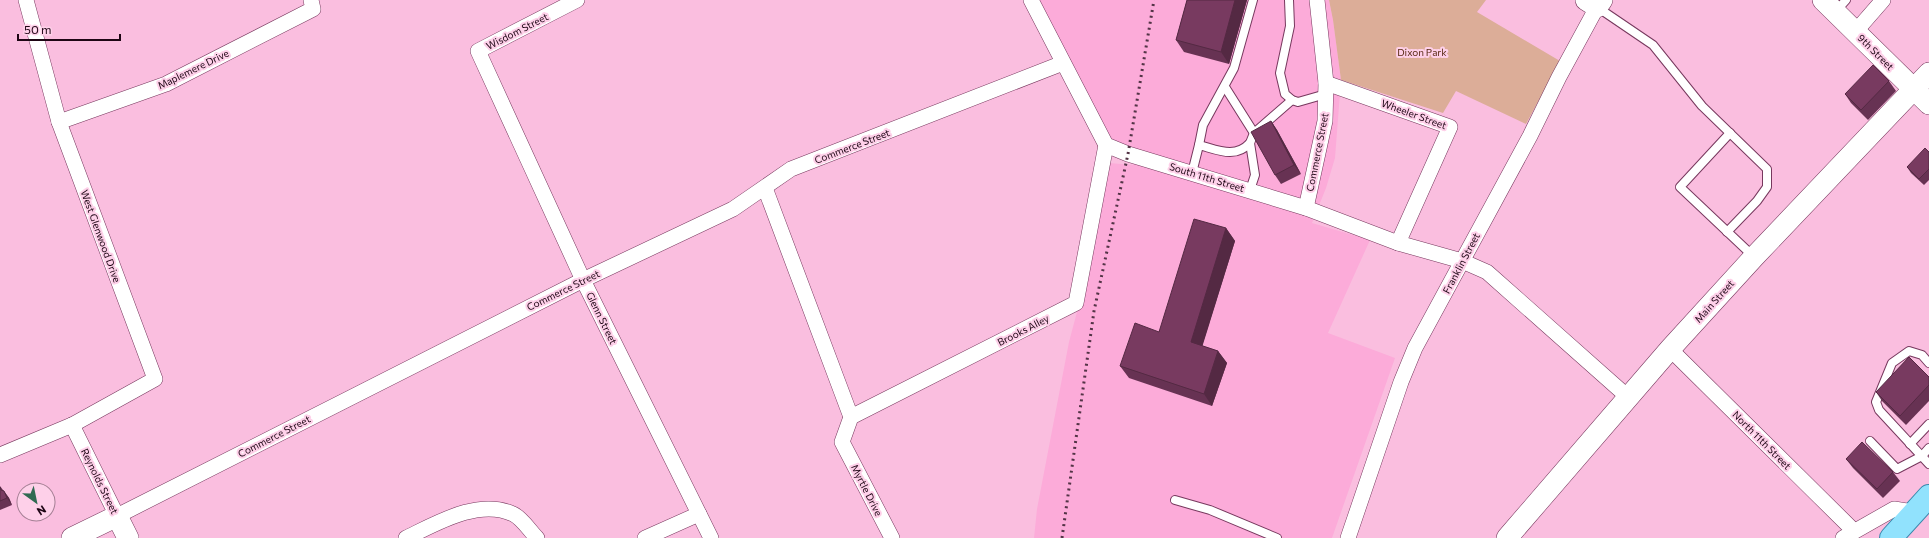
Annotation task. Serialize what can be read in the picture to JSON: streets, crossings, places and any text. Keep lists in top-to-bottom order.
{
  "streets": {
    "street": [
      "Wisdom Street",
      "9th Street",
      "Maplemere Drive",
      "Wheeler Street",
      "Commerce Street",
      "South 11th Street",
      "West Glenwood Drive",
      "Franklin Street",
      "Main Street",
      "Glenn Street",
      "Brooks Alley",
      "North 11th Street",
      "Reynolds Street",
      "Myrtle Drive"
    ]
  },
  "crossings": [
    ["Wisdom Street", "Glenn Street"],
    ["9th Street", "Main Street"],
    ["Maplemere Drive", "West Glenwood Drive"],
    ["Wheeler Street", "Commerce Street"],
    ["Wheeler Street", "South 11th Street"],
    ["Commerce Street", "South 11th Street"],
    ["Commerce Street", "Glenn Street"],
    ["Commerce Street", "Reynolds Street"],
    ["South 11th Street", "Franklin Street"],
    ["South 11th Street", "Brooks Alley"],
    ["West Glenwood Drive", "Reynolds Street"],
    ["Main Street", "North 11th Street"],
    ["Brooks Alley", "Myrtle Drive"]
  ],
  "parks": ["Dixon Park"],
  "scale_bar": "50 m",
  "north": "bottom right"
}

### [WHAT YOU SHOULD DO]
If pictures appear in the data, do not print them; repeat the rest exactly.

### [EXPECTED ANSWER]
Annotation task. Serialize what can be read in the picture to JSON: streets, crossings, places and any text. Keep lists in top-to-bottom order.
{
  "streets": {
    "street": [
      "Wisdom Street",
      "9th Street",
      "Maplemere Drive",
      "Wheeler Street",
      "Commerce Street",
      "South 11th Street",
      "West Glenwood Drive",
      "Franklin Street",
      "Main Street",
      "Glenn Street",
      "Brooks Alley",
      "North 11th Street",
      "Reynolds Street",
      "Myrtle Drive"
    ]
  },
  "crossings": [
    ["Wisdom Street", "Glenn Street"],
    ["9th Street", "Main Street"],
    ["Maplemere Drive", "West Glenwood Drive"],
    ["Wheeler Street", "Commerce Street"],
    ["Wheeler Street", "South 11th Street"],
    ["Commerce Street", "South 11th Street"],
    ["Commerce Street", "Glenn Street"],
    ["Commerce Street", "Reynolds Street"],
    ["South 11th Street", "Franklin Street"],
    ["South 11th Street", "Brooks Alley"],
    ["West Glenwood Drive", "Reynolds Street"],
    ["Main Street", "North 11th Street"],
    ["Brooks Alley", "Myrtle Drive"]
  ],
  "parks": ["Dixon Park"],
  "scale_bar": "50 m",
  "north": "bottom right"
}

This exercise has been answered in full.